--- Supplied material ---

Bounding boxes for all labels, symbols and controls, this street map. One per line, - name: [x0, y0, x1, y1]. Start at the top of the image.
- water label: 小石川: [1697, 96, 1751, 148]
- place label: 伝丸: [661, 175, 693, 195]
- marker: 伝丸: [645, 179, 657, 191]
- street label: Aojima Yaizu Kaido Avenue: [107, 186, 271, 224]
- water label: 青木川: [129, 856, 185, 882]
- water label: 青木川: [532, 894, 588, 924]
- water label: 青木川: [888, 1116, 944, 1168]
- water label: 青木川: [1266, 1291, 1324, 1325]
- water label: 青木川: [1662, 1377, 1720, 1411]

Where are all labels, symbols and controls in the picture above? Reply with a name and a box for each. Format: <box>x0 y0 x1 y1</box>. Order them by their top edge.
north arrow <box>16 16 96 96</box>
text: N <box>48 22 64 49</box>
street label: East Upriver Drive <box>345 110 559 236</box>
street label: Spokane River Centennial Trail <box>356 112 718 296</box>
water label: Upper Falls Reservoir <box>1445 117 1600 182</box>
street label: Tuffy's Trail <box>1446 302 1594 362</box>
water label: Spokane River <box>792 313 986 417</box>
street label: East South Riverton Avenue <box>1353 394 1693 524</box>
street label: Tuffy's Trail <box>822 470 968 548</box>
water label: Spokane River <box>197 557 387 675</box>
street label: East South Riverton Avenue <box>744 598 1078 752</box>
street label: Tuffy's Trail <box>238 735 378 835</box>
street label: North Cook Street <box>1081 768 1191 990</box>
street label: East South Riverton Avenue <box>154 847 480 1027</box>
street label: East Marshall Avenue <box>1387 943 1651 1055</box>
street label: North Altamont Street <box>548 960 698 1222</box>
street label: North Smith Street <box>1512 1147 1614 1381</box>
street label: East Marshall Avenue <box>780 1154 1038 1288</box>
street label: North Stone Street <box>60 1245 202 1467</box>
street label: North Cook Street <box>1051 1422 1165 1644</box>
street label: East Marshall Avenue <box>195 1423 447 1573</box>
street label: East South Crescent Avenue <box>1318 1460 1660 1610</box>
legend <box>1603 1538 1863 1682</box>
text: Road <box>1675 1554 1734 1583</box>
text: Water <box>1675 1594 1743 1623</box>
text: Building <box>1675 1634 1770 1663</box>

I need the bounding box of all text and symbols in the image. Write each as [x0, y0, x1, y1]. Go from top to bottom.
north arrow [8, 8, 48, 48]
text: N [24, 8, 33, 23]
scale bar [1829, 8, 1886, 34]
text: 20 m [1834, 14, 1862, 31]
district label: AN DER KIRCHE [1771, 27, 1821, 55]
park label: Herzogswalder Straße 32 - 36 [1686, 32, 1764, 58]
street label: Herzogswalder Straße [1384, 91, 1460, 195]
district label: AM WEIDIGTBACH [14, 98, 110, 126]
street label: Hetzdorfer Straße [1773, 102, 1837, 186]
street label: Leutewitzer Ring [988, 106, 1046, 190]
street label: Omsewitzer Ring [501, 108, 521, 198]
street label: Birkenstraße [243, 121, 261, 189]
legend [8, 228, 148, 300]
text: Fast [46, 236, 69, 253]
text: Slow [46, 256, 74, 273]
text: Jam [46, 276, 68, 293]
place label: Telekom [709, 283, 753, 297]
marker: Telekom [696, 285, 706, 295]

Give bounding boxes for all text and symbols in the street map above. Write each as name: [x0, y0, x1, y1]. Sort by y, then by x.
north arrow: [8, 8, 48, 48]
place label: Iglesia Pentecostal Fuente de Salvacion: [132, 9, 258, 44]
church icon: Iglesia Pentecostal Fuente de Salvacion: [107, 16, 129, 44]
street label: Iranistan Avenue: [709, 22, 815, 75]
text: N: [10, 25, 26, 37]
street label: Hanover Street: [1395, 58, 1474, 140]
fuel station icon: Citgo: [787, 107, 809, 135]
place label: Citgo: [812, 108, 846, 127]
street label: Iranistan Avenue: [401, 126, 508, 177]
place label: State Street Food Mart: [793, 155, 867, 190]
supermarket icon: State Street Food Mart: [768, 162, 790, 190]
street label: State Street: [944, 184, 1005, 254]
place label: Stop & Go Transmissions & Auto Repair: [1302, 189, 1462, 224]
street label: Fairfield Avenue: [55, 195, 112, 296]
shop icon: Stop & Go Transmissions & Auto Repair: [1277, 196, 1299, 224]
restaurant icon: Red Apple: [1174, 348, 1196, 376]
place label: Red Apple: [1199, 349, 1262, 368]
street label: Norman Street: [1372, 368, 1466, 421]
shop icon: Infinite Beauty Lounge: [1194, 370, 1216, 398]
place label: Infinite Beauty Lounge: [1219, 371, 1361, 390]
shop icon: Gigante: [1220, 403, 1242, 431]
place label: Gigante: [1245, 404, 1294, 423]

---

■ What to do
Give back the data above exactly, so that every line matches.

■ Response area
Bounding boxes for all labels, symbols and controls, this street map. One per line, - name: [x0, y0, x1, y1]. Start at the top of the image.
- water label: 小石川: [1697, 96, 1751, 148]
- place label: 伝丸: [661, 175, 693, 195]
- marker: 伝丸: [645, 179, 657, 191]
- street label: Aojima Yaizu Kaido Avenue: [107, 186, 271, 224]
- water label: 青木川: [129, 856, 185, 882]
- water label: 青木川: [532, 894, 588, 924]
- water label: 青木川: [888, 1116, 944, 1168]
- water label: 青木川: [1266, 1291, 1324, 1325]
- water label: 青木川: [1662, 1377, 1720, 1411]

Where are all labels, symbols and controls in the picture above? Reply with a name and a box for each. Format: <box>x0 y0 x1 y1</box>. Order them by their top edge.
north arrow <box>16 16 96 96</box>
text: N <box>48 22 64 49</box>
street label: East Upriver Drive <box>345 110 559 236</box>
street label: Spokane River Centennial Trail <box>356 112 718 296</box>
water label: Upper Falls Reservoir <box>1445 117 1600 182</box>
street label: Tuffy's Trail <box>1446 302 1594 362</box>
water label: Spokane River <box>792 313 986 417</box>
street label: East South Riverton Avenue <box>1353 394 1693 524</box>
street label: Tuffy's Trail <box>822 470 968 548</box>
water label: Spokane River <box>197 557 387 675</box>
street label: East South Riverton Avenue <box>744 598 1078 752</box>
street label: Tuffy's Trail <box>238 735 378 835</box>
street label: North Cook Street <box>1081 768 1191 990</box>
street label: East South Riverton Avenue <box>154 847 480 1027</box>
street label: East Marshall Avenue <box>1387 943 1651 1055</box>
street label: North Altamont Street <box>548 960 698 1222</box>
street label: North Smith Street <box>1512 1147 1614 1381</box>
street label: East Marshall Avenue <box>780 1154 1038 1288</box>
street label: North Stone Street <box>60 1245 202 1467</box>
street label: North Cook Street <box>1051 1422 1165 1644</box>
street label: East Marshall Avenue <box>195 1423 447 1573</box>
street label: East South Crescent Avenue <box>1318 1460 1660 1610</box>
legend <box>1603 1538 1863 1682</box>
text: Road <box>1675 1554 1734 1583</box>
text: Water <box>1675 1594 1743 1623</box>
text: Building <box>1675 1634 1770 1663</box>

I need the bounding box of all text and symbols in the image. Write each as [x0, y0, x1, y1]. Go from top to bottom.
north arrow [8, 8, 48, 48]
text: N [24, 8, 33, 23]
scale bar [1829, 8, 1886, 34]
text: 20 m [1834, 14, 1862, 31]
district label: AN DER KIRCHE [1771, 27, 1821, 55]
park label: Herzogswalder Straße 32 - 36 [1686, 32, 1764, 58]
street label: Herzogswalder Straße [1384, 91, 1460, 195]
district label: AM WEIDIGTBACH [14, 98, 110, 126]
street label: Hetzdorfer Straße [1773, 102, 1837, 186]
street label: Leutewitzer Ring [988, 106, 1046, 190]
street label: Omsewitzer Ring [501, 108, 521, 198]
street label: Birkenstraße [243, 121, 261, 189]
legend [8, 228, 148, 300]
text: Fast [46, 236, 69, 253]
text: Slow [46, 256, 74, 273]
text: Jam [46, 276, 68, 293]
place label: Telekom [709, 283, 753, 297]
marker: Telekom [696, 285, 706, 295]

Give bounding boxes for all text and symbols in the street map above. Write each as name: [x0, y0, x1, y1]. Sort by y, then by x.
north arrow: [8, 8, 48, 48]
place label: Iglesia Pentecostal Fuente de Salvacion: [132, 9, 258, 44]
church icon: Iglesia Pentecostal Fuente de Salvacion: [107, 16, 129, 44]
street label: Iranistan Avenue: [709, 22, 815, 75]
text: N: [10, 25, 26, 37]
street label: Hanover Street: [1395, 58, 1474, 140]
fuel station icon: Citgo: [787, 107, 809, 135]
place label: Citgo: [812, 108, 846, 127]
street label: Iranistan Avenue: [401, 126, 508, 177]
place label: State Street Food Mart: [793, 155, 867, 190]
supermarket icon: State Street Food Mart: [768, 162, 790, 190]
street label: State Street: [944, 184, 1005, 254]
place label: Stop & Go Transmissions & Auto Repair: [1302, 189, 1462, 224]
street label: Fairfield Avenue: [55, 195, 112, 296]
shop icon: Stop & Go Transmissions & Auto Repair: [1277, 196, 1299, 224]
restaurant icon: Red Apple: [1174, 348, 1196, 376]
place label: Red Apple: [1199, 349, 1262, 368]
street label: Norman Street: [1372, 368, 1466, 421]
shop icon: Infinite Beauty Lounge: [1194, 370, 1216, 398]
place label: Infinite Beauty Lounge: [1219, 371, 1361, 390]
shop icon: Gigante: [1220, 403, 1242, 431]
place label: Gigante: [1245, 404, 1294, 423]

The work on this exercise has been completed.